The presence of volatile organic compounds (VOCs), semi volatile organic compounds (SVOCs) or pesticides in subsurface soils and groundwater is a well-documented and extensive problem in industrialized and industrializing countries. Many VOC's and SVOC's are compounds which are toxic or carcinogenic, are often capable of moving through the soil under the influence of gravity and serving as a source of water contamination by dissolution into water passing through the contaminated soil. These include, but are not limited to, chlorinated solvents such as trichloroethylene (TCE), vinyl chloride, tetrachloroethylene (PCE), methylene chloride, 1,2-dichloroethane, 1,1,1-trichloroethane (TCA), carbon tetrachloride, chloroform, chlorobenzenes, benzene, toluene, xylene, ethyl benzene, ethylene dibromide, methyl tertiary butyl ether, polyaromatic hydrocarbons, polychlorobiphenyls, phthalates, 1,4-dioxane, nitrosodimethyl amine, and methyl tertbutyl ether.

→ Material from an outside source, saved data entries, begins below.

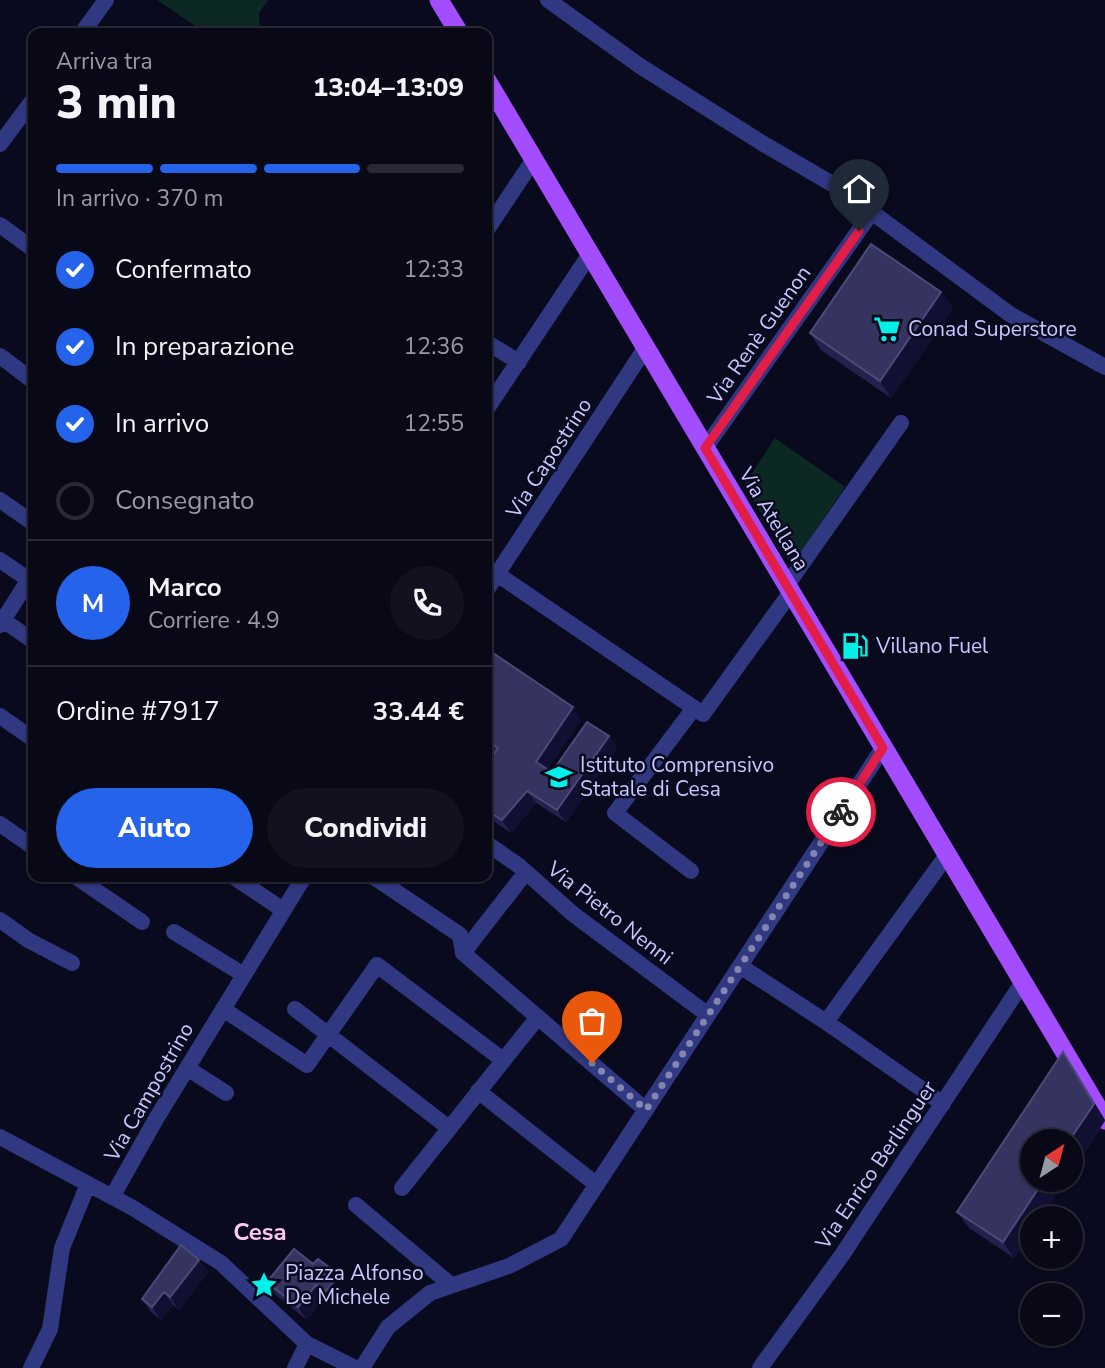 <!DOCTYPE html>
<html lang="it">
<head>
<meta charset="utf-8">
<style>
  body { margin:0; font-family:"Nunito Sans",sans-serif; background:#11111f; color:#f1f3f6; height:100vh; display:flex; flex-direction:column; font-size:26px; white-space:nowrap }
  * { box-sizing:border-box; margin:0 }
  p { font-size:23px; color:#989aa1 }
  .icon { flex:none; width:38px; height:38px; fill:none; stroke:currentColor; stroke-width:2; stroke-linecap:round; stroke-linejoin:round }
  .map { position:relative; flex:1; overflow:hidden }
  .drawer { position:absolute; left:28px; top:28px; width:464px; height:854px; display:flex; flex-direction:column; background:#080816; border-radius:14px; box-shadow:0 2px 5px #0004,0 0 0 2px #292935 }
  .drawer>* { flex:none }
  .needle { width:46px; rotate:36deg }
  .controls { position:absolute; left:1020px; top:1129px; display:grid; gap:14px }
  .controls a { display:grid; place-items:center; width:63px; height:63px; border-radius:50%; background:#080816; box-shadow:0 2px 5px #0004,0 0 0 2px #292935; font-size:35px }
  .pin { position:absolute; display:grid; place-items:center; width:60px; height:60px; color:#fff; margin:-72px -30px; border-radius:50% 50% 50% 0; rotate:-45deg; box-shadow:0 0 7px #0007 }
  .pin .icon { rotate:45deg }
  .courier { position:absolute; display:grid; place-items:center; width:70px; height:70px; margin:-35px; border:5px solid #e11d48; border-radius:50%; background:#fff; color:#222; box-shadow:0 2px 9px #0007 }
  .summary em { font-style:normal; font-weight:800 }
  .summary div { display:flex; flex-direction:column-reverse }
  .summary { display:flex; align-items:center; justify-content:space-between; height:119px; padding:0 28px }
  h1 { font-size:46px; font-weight:800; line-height:52px }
  .bar { display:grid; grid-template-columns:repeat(4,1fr); gap:10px 7px; align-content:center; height:84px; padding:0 28px }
  .bar i { height:9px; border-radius:5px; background:#292935 }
  .bar .active { background:#2563eb }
  .bar p { grid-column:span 4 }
  .line { display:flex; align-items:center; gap:18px; padding:0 28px; border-top:2px solid #292935 }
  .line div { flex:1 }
  .round { display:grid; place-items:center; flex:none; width:74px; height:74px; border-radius:37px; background:#11111f }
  ol { padding:0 28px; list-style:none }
  li { display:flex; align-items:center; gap:21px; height:77px }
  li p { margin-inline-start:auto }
  li .icon { padding:7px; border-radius:50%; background:#2563eb; color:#fff; stroke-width:4 }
  li:last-child { color:#989aa1 }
  li i { width:38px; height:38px; border:4px solid #292935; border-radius:50% }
  .action { display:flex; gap:14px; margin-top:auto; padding:14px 28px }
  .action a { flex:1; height:80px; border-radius:42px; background:#2563eb; color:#fff; font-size:28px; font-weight:800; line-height:80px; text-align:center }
  .action a+a { background:#11111f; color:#f1f3f6 }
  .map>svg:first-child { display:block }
  .green { fill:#0c2823 }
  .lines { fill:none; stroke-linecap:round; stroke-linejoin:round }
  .minor { stroke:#303881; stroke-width:16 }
  .major { stroke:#a34dff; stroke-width:19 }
  .wall { fill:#23214d }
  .shaded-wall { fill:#121032 }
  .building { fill:#353360; stroke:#4c4a79; stroke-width:2 }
  .done { stroke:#8486b0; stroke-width:7; stroke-dasharray:0 12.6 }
  .route { stroke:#e11d48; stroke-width:9 }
  .labels { text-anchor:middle; stroke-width:5; stroke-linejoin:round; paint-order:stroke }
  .poi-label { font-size:21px; fill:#c6c8ff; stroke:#0a0a1e; text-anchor:start }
  .street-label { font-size:21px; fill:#c6c8ff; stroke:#0a0a1e }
  .quarter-label { font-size:24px; font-weight:bold; fill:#ffc8f3; stroke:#0a0a1e }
</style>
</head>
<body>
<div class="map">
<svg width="1105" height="1368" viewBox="0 0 1105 1368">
  <rect width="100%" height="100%" fill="#0a0a1e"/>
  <path class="green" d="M157,0H268L259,13L260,33H206Z
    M775,438L845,487L791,566L751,496L743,487Z"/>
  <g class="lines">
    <path class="minor" d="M548,0L640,66L762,143L839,188L1011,315L1105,367
      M82,33L106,0
      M0,144L33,100
      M0,225L33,249
      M486,231L534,159
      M486,342L519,362
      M0,356L33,381
      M486,410L590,254
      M705,448L872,212
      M0,500L33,523
      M0,560L29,580
      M497,574L703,714L791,592
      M787,585L901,423
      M486,591L646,347
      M3,620L33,641
      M0,625L33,573
      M0,716L33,739
      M0,824L33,847
      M486,843L518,865L573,914L708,1015
      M691,871L615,813L694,708
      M76,877L142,922
      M234,877L283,910
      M374,877L460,935L463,953L646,1110
      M0,920L28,940L72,963
      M174,932L244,975
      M463,953L526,872
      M740,966L826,1022L943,1104
      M223,1009L307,1065L377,965L503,1060
      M295,1009L449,1128
      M826,1022L947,855
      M187,1068L226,1093
      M478,1091L597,1185
      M0,1137L133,1208L221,1263L307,1344L355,1368
      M402,1188L538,1017
      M112,1197L156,1119L304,877
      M356,1205L451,1285
      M31,1368L50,1329L62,1248L88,1184
      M295,1368L307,1344
      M362,1368L388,1327L430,1293L509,1266L561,1239L883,748
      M760,1368L842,1255L1023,982"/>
    <path class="major" d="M439,0L459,33
      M486,79L1105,1120"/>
  </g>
  <path class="wall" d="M941,292L953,309L891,398L821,350L810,333Z
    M486,650L581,720L548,769L552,772L609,736L617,749L566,822L536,803L511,833L486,816V765L495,752L486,746Z
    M1063,1052L1074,1069L1105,1121L1071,1173V1141L1066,1180L1041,1218H1032V1231L1014,1258L969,1228L957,1212Z
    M199,1260L208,1272L179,1310L173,1305L161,1320L150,1311L142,1299Z
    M313,1264L330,1268L338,1281L335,1285L342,1294L334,1304L325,1297L307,1320L276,1295L267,1282Z"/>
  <path class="shaded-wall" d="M941,292L953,309L891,398L880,381Z
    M573,707L581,720L544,775L536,762Z
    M609,736L617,749L566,822L557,810Z
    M527,791L536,803L511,833L502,820Z
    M1063,1052L1074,1069L1105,1120L1071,1173V1141H1069Z
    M1044,1180H1066L1041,1218H1032V1231L1014,1258L1003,1242Z
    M199,1260L208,1272L179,1310L170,1297Z
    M330,1268L338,1281L335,1285L342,1294L334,1304L325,1292V1275Z
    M316,1285L325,1297L307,1320L298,1307Z
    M164,1292L173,1305L161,1320L152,1307Z"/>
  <path class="building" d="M871,244L941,292L880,381L810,333Z
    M487,649L573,707L536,762L552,772L587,722L609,736L557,810L527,791L502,820L486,810V765L498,748L486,740Z
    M1063,1052L1094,1104L1069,1141H1032V1180H1044L1003,1242L957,1212Z
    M181,1245L199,1260L170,1297L164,1292L152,1307L142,1299Z
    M294,1249L313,1264L318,1259L330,1268L325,1275L333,1282L325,1292L316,1285L298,1307L267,1282Z"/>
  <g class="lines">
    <path class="done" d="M592,1063L646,1110L841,812"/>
    <path class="route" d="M841,812L883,748L705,448L859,231"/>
  </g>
  <defs>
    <symbol id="supermarket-bare" viewBox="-9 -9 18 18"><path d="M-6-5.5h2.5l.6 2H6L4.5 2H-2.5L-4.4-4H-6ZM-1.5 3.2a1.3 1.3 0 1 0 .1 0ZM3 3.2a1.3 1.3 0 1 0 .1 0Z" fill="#00f1e7" stroke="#0a0a1e" stroke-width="2.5" paint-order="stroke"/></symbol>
    <symbol id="fuel-bare" viewBox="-9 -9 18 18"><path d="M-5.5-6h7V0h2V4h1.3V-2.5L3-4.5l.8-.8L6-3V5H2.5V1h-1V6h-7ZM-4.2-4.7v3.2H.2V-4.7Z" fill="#00f1e7" stroke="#0a0a1e" stroke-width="2.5" paint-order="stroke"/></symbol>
    <symbol id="school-bare" viewBox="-9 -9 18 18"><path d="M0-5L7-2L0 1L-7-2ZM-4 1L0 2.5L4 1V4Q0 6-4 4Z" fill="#00f1e7" stroke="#0a0a1e" stroke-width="2.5" paint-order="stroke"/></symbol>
    <symbol id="sight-bare" viewBox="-9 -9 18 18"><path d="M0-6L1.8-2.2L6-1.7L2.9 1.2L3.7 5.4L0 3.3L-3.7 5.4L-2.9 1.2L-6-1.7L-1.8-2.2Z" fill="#00f1e7" stroke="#0a0a1e" stroke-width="2.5" paint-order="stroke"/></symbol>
  </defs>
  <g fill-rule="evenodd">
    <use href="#supermarket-bare" x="868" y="310" width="38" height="38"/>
    <use href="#fuel-bare" x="836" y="627" width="38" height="38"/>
    <use href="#school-bare" x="540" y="758" width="38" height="38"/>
    <use href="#sight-bare" x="245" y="1266" width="38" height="38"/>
  </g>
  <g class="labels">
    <g class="poi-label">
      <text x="908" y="336">Conad Superstore</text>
      <text x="876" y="653">Villano Fuel</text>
      <text x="580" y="772">Istituto Comprensivo<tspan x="580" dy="24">Statale di Cesa</tspan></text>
      <text x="285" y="1280">Piazza Alfonso<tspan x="285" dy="24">De Michele</tspan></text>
    </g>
    <g class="street-label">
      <text transform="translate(759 335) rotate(-55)" y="7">Via Renè Guenon</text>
      <text transform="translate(549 458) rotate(-57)" y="7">Via Capostrino</text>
      <text transform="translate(774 519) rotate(59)" y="7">Via Atellana</text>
      <text transform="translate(610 913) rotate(38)" y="7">Via Pietro Nenni</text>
      <text transform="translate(149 1092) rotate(-60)" y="7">Via Campostrino</text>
      <text transform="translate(876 1165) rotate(-56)" y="7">Via Enrico Berlinguer</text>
    </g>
    <g class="quarter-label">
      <text x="260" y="1240">Cesa</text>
    </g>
  </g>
</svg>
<div class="controls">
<a><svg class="needle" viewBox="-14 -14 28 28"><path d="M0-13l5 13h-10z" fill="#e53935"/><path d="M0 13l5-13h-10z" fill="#989aa1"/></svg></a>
<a>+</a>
<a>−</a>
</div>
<div class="pin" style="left:592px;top:1063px;background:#ea580c"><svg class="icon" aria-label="bag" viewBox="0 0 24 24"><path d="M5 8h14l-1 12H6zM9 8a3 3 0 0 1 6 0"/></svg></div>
<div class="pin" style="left:859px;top:231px;background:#1f2937"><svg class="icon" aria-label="home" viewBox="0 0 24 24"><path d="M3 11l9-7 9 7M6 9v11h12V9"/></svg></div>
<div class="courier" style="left:841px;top:812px"><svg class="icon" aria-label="bike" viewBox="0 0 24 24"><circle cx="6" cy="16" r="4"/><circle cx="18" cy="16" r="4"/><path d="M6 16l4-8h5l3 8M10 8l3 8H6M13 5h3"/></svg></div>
<section class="drawer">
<div class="summary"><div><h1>3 min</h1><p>Arriva tra</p></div><em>13:04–13:09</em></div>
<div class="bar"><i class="active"></i><i class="active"></i><i class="active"></i><i></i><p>In arrivo · 370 m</p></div>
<ol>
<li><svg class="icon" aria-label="check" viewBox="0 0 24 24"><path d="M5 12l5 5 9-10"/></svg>Confermato<p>12:33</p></li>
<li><svg class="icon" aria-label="check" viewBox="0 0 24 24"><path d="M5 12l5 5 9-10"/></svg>In preparazione<p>12:36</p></li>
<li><svg class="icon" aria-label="check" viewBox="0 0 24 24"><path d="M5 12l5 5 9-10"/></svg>In arrivo<p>12:55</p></li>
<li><i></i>Consegnato</li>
</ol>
<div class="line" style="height:126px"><b class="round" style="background:#2563eb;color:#fff">M</b><div><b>Marco</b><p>Corriere · 4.9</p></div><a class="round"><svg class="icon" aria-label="phone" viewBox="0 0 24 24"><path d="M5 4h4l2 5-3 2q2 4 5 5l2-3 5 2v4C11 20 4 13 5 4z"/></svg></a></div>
<div class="line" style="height:91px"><div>Ordine #7917</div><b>33.44 €</b></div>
<div class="action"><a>Aiuto</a><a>Condividi</a></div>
</section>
</div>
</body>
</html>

In many cases discharge of these compounds into the soil leads to contamination of aquifers resulting in potential public health impacts and degradation of groundwater resources for future use. Treatment and remediation of soils contaminated with VOC or SVOC compounds have been expensive, require considerable time, and in many cases incomplete or unsuccessful. Treatment and remediation of volatile organic compounds that are either partially or completely immiscible with water (i.e., Non Aqueous Phase Liquids or NAPLs) have been particularly difficult. Also treatment of highly soluble but biologically stable organic contaminants such as MTBE and 1,4-dioxane are also quite difficult with conventional remediation technologies. This is particularly true if these compounds are not significantly naturally degraded, either chemically or biologically, in soil environments. NAPLs present in the subsurface can be toxic to humans and other organisms and can slowly release dissolved aqueous or gas phase volatile organic compounds to the groundwater resulting in long-term (i.e., decades or longer) sources of chemical contamination of the subsurface. In many cases subsurface groundwater contaminant plumes may extend hundreds to thousands of feet from the source of the chemicals resulting in extensive contamination of the subsurface. These chemicals may then be transported into drinking water sources, lakes, rivers, and even basements of homes through volatilization from groundwater.
The U.S. Environmental Protection Agency (USEPA) has established maximum concentration limits for various hazardous compounds. Very low and stringent drinking water limits have been placed on many halogenated organic compounds. For example, the maximum concentration limits for solvents such as trichloroethylene, tetrachloroethylene, and carbon tetrachloride have been established at 5 .mu.g/L, while the maximum concentration limits for chlorobenzenes, polychlorinated biphenyls (PCBs), and ethylene dibromide have been established by the USEPA at 100 .mu.g/L, 0.5 .mu./L, and 0.05 .mu.g/L, respectively. Meeting these cleanup criteria is difficult, time consuming, costly, and often virtually impossible using existing technologies.
U.S. Pat. No. 6,474,908 (Hoag, et al) and U.S. Pat. No. 6,019,548 (Hoag et al) teach the use of persulfate with divalent transition metal salts for the destruction of volatile organic compounds in soil. A disadvantage of this technique is that upon oxidation and/or hydrolysis, the divalent metals, added as a catalyst, may undergo oxidation and precipitation, limiting the survivability and transport of the catalyst, and hence the reactivity of the persulfate to the entire field of contamination.
Iron (III) has been known to catalyze the reactions of hydrogen peroxide. (Hydrogen Peroxide; Schumb, W. C.; Satterfield, C. N.; and Wentworth, R. L.; Reinhold Publishing Corporation, New York, N.Y., 1955; pg 469). Iron (III) complexes used with hydrogen peroxide, have been reported to show an ability to oxidize complex pesticides (Sun, Y and Pignatello, J. J. Agr. Food. Chem, 40:322-37, 1992). However Iron (III) is a poor catalyst for the activation of persulfate.